Perplexe, un peu comme tout le monde ici et là-bas. Peut-être plus ici que là-bas d’ailleurs. Même s’il écrit qu’il n’a aucune fierté à être marseillais, et qu’il se sent ‘d’ici comme d’ailleurs’ , Mathieu avoue avoir toujours du mal (contrairement à d’autres artistes du coin) à pourrir cette ville: « mais je ne me sens certainement pas mieux ici qu’ailleurs! Il faut dire qu’étant de culture plutôt anglo-saxonne (et je ne parle pas que de rock!), c’est plutôt moi l’intrus ». C’est drôle comme finalement la musique souffre également d’un certain déterminisme géographique: souvent la pop est à Marseille ce que l’oranger est au sol irlandais. Ce que la bossa-nova est à Oslo. Le shoegaze à La Havane. Mais toi qui as grandi là-bas Mathieu, il y a eu une évolution dans l’offre culturelle?

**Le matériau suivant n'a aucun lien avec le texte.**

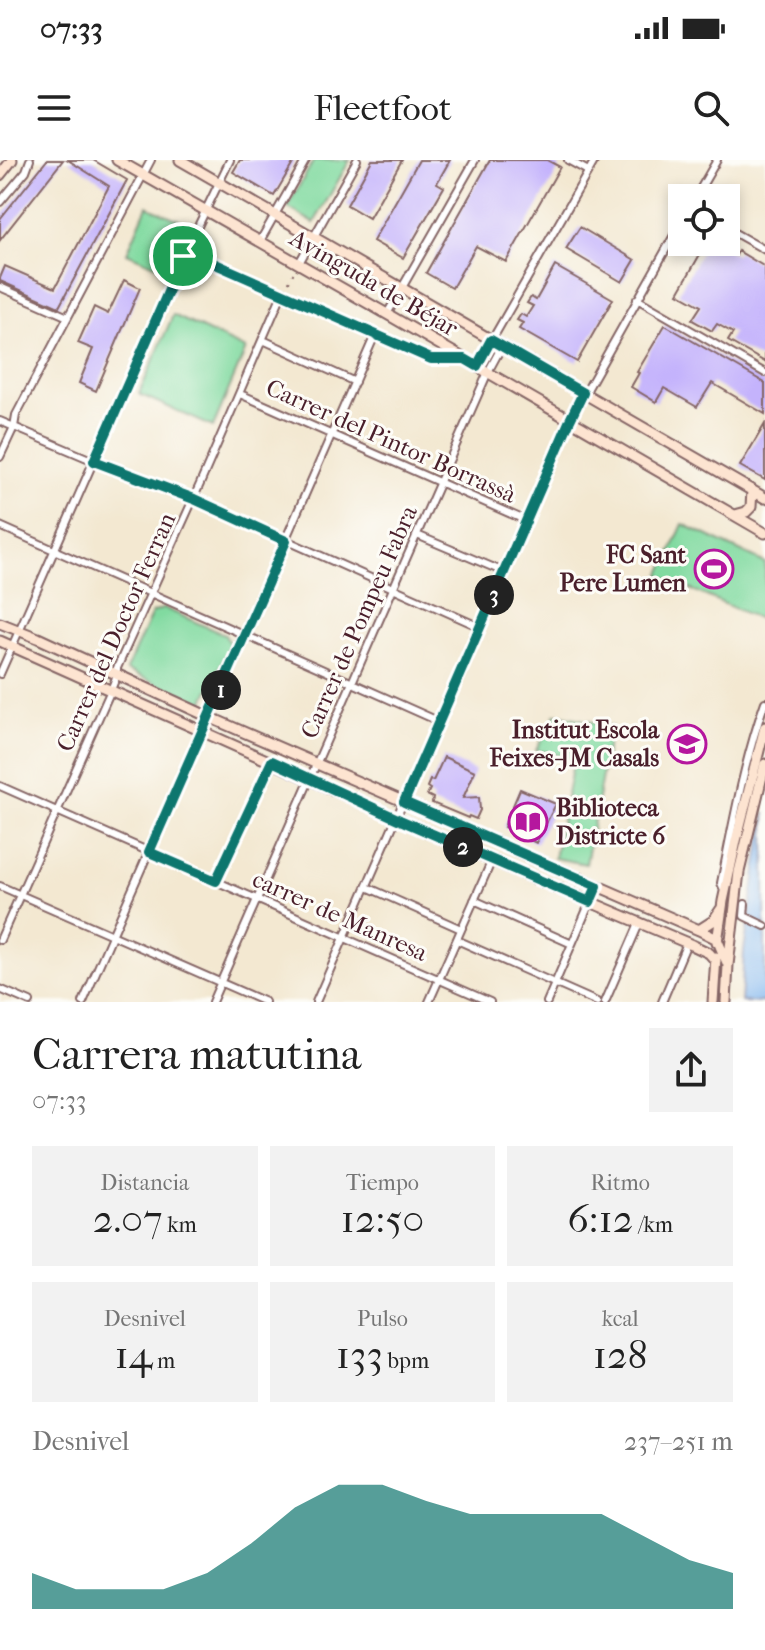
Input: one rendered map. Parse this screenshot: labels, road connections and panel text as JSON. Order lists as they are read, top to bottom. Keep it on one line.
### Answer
{"streets":{"main road":["Avinguda de Béjar"],"street":["Carrer del Pintor Borrassà","Carrer de Pompeu Fabra","Carrer del Doctor Ferran","carrer de Manresa"]},"crossings":[["Avinguda de Béjar","Carrer de Pompeu Fabra"],["Carrer del Pintor Borrassà","Carrer de Pompeu Fabra"],["Carrer del Pintor Borrassà","Carrer del Doctor Ferran"],["Carrer de Pompeu Fabra","carrer de Manresa"],["Carrer del Doctor Ferran","carrer de Manresa"]],"places":{"sports":["FC Sant Pere Lumen"],"school or university":["Institut Escola Feixes-JM Casals"],"library":["Biblioteca Districte 6"]},"page":{"status":"07:33","header":"Fleetfoot","pins":["3","1","2"],"heading":["Carrera matutina","07:33"],"stats":[["Distancia","2.07 km"],["Tiempo","12:50"],["Ritmo","6:12 /km"],["Desnivel","14 m"],["Pulso","133 bpm"],["kcal","128"]],"chart":["Desnivel","237–251 m"]}}
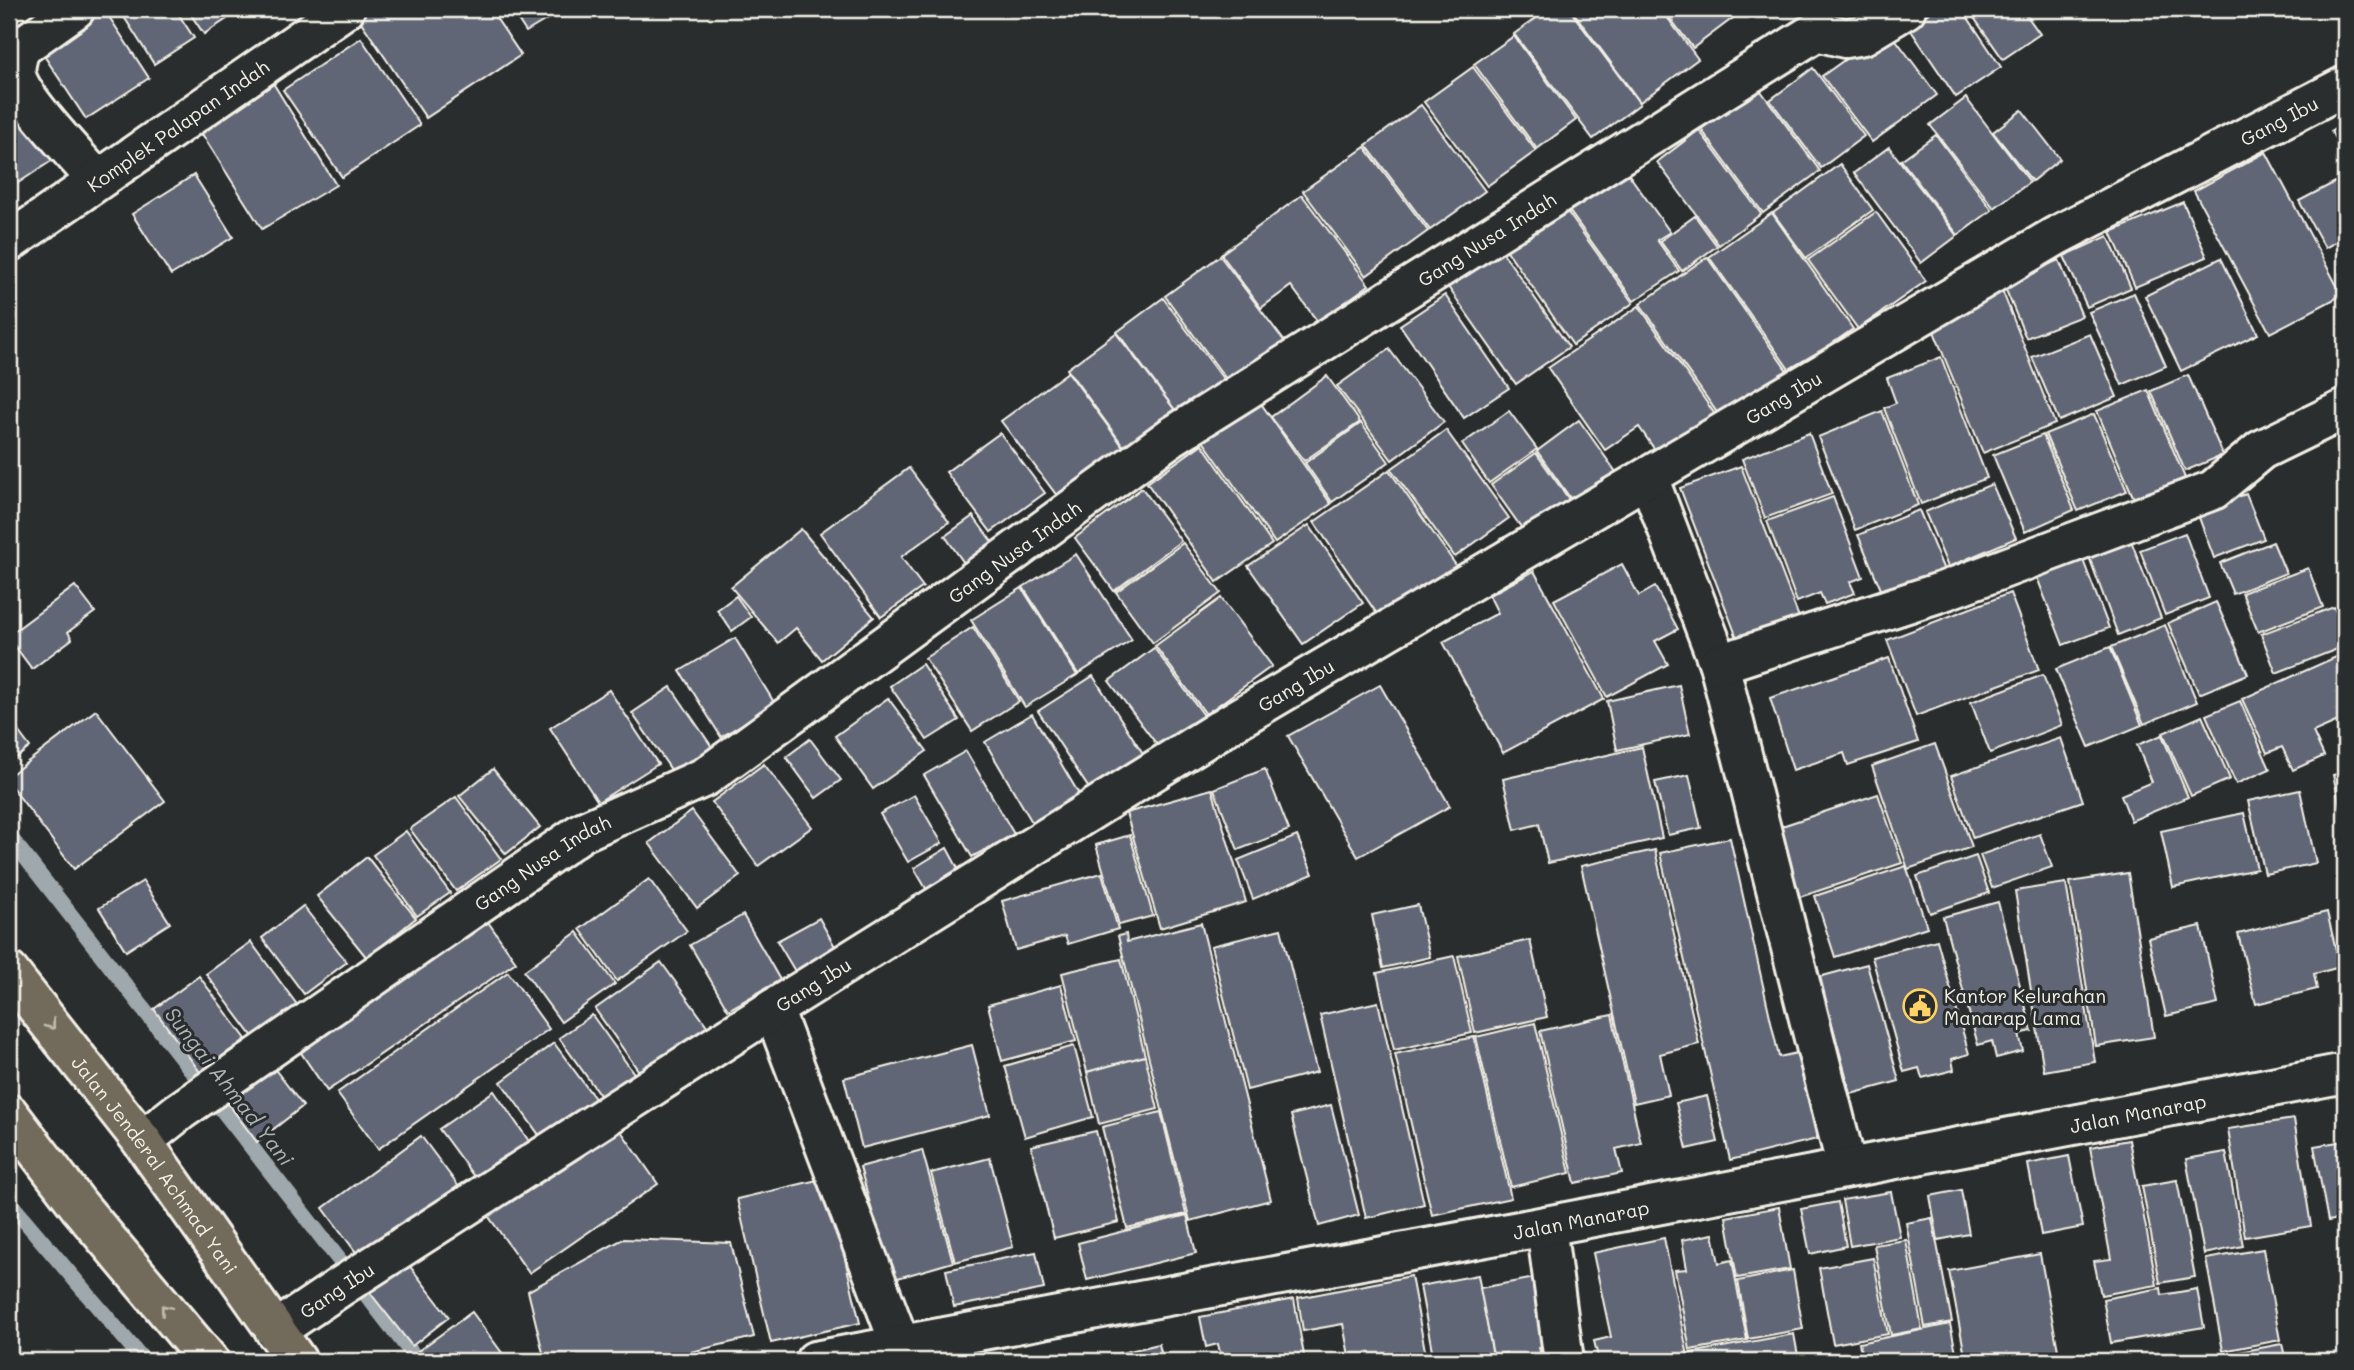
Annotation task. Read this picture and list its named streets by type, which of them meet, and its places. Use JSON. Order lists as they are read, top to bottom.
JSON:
{
  "streets": {
    "highway": ["Jalan Jenderal Achmad Yani"],
    "street": [
      "Gang Ibu",
      "Komplek Palapan Indah",
      "Gang Nusa Indah",
      "Jalan Manarap"
    ]
  },
  "crossings": [
    ["Gang Ibu", "Jalan Jenderal Achmad Yani"],
    ["Gang Nusa Indah", "Jalan Jenderal Achmad Yani"]
  ],
  "water": ["Sungai Ahmad Yani"],
  "places": {
    "public building": ["Kantor Kelurahan Manarap Lama"]
  }
}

Le dynamisme? « En un mot comme en cent, j’aimerais bien mais en fait pas vraiment. Où alors oui si on tire le bilan sur les dix dernières années: le Midi Festival [3], B Side Fest, Marsatac sont tous là mais curieusement les tournées ne comportent que très rarement une date marseillaise. J’ai vu Spiritualized jouer devant 300 personnes. Et s’il y a des choses, de bonnes assos, de chouettes salles – l‘Embobineuse, La Machine à coudre, le disquaire Lollipop – il n’y a pas mille groupes locaux non plus. Pourtant les institutions (Région, Département) sont là et soutiennent (financièrement) la création « musiques actuelles », peut-être plus qu’ailleurs. Il y a une forme d’inertie que je n’explique pas… C’est dur de réunir 200 personnes. Parfois on dirait que ce n’est pas l’offre qui fait défaut mais la demande!’

Je proposerais bien à Mathieu de jeter les dés pour savoir s’il reste ou s’il est temps de se casser. De piocher une carte dans le jeu de Brian Eno. Mais il me répond avant que j’aie à le lui demander: « Je n’ai pas encore su quitter cette ville, ce qui n’est pas le cas de nombre de mes amis. Et pas plus tard que la semaine dernière, on me disait encore que rester c’était m’enterrer. J’aime voir dans cette ville l’image de notre époque, si je prends à l’envers les paroles de New-York-New-York: « If I can make it there… ». Et Marseille en un mot? « Témoin. Comme ville-témoin ».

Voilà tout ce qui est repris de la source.